- **Aim of the exercise**
Your answer should be one number: the count of lines in the data below that include "controls".

- **Task inputs**
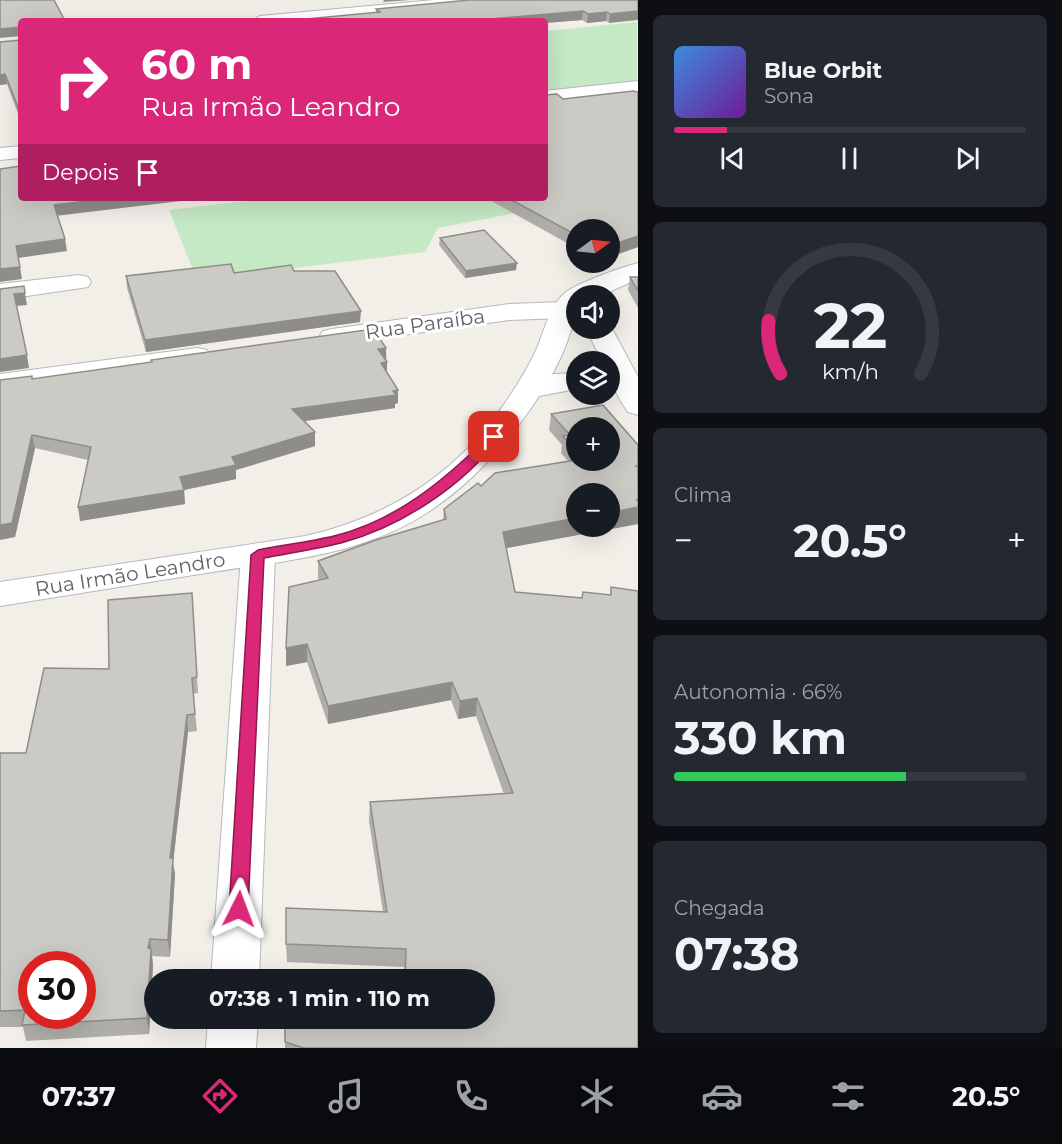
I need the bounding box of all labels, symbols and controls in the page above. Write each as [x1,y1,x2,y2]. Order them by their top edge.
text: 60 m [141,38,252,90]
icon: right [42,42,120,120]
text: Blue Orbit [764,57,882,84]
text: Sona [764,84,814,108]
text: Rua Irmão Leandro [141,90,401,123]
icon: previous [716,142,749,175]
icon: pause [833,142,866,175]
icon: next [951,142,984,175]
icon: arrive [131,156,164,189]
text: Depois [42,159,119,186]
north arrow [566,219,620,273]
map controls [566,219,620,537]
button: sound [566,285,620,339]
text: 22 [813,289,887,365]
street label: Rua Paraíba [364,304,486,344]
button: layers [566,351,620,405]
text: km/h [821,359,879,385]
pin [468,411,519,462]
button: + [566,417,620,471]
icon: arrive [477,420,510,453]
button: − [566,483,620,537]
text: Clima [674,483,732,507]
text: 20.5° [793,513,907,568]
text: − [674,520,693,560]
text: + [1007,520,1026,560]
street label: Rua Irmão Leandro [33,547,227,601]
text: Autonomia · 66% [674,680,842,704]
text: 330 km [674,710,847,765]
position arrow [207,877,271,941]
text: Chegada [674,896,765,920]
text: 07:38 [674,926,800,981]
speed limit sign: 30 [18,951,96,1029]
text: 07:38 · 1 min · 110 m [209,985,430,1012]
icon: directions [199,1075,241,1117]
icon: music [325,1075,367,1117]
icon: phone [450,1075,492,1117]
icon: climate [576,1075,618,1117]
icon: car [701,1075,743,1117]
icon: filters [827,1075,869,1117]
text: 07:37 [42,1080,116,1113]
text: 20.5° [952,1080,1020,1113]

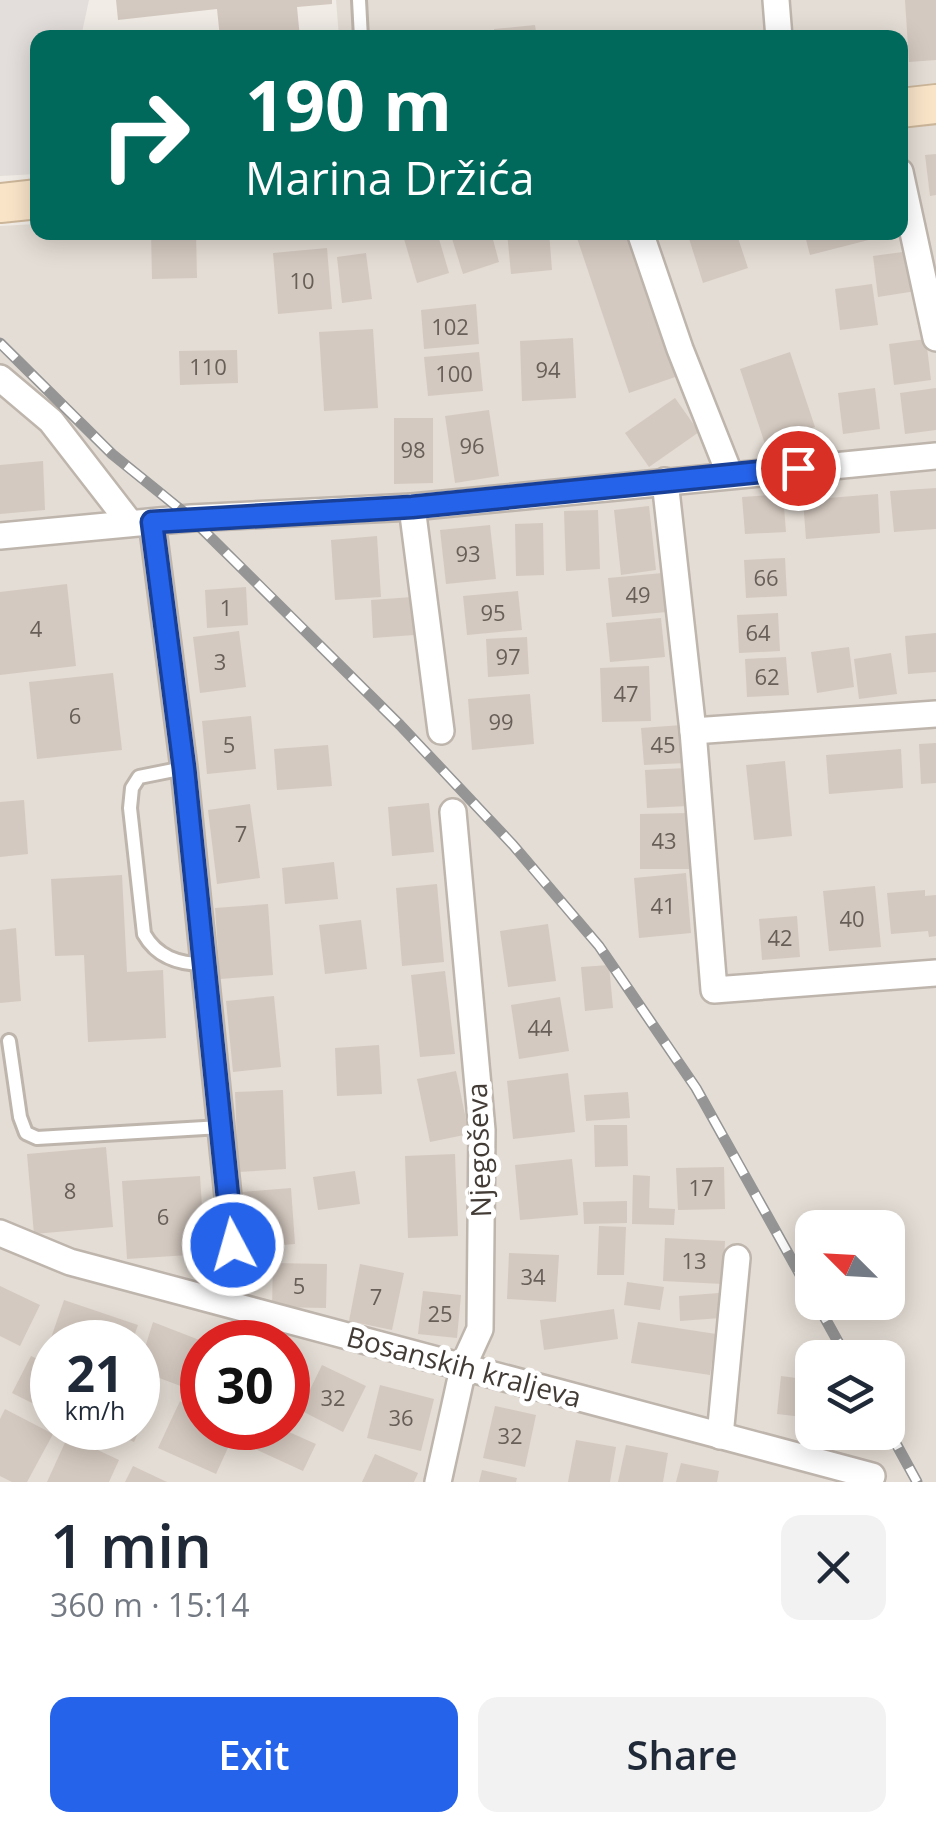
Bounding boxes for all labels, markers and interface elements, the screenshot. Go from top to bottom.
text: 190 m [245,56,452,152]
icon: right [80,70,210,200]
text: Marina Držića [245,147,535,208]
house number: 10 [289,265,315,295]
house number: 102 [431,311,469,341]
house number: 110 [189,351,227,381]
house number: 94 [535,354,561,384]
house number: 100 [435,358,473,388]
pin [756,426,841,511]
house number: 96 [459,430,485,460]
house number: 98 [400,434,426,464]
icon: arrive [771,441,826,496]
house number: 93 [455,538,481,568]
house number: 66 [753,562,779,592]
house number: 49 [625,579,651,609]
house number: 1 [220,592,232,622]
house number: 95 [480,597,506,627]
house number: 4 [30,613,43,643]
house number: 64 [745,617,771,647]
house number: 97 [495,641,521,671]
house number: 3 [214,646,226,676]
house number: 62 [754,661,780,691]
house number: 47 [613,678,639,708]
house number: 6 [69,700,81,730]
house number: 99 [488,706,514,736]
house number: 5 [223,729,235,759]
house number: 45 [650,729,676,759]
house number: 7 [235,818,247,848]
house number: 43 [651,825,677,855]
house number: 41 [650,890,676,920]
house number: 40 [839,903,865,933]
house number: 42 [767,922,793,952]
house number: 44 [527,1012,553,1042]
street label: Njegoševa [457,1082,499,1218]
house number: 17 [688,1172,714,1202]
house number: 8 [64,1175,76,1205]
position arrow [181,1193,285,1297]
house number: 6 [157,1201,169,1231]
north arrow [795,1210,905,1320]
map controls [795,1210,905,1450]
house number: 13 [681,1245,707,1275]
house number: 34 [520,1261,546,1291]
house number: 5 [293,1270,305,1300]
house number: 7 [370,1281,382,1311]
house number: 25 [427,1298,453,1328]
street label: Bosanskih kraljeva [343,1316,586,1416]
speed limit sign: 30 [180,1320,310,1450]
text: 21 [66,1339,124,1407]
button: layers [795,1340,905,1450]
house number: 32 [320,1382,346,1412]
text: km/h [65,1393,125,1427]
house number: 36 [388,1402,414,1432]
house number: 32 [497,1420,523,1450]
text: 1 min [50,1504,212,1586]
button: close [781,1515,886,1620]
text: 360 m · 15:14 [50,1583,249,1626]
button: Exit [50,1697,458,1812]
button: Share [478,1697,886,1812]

...

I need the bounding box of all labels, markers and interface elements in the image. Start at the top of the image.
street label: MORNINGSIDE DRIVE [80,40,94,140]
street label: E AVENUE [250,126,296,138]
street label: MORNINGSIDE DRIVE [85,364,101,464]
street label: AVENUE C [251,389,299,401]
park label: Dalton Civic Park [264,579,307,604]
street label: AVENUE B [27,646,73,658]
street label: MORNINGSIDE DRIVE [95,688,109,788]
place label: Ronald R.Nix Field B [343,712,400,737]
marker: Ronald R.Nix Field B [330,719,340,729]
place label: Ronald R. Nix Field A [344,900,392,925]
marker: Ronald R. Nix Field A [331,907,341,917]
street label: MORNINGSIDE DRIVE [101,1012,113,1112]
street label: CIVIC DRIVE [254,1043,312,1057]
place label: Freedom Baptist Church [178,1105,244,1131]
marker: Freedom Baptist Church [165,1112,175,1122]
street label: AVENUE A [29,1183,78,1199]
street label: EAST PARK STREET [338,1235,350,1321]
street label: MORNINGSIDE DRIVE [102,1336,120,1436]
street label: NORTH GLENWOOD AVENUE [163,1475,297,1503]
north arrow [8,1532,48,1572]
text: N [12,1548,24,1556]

- **Answer box**
3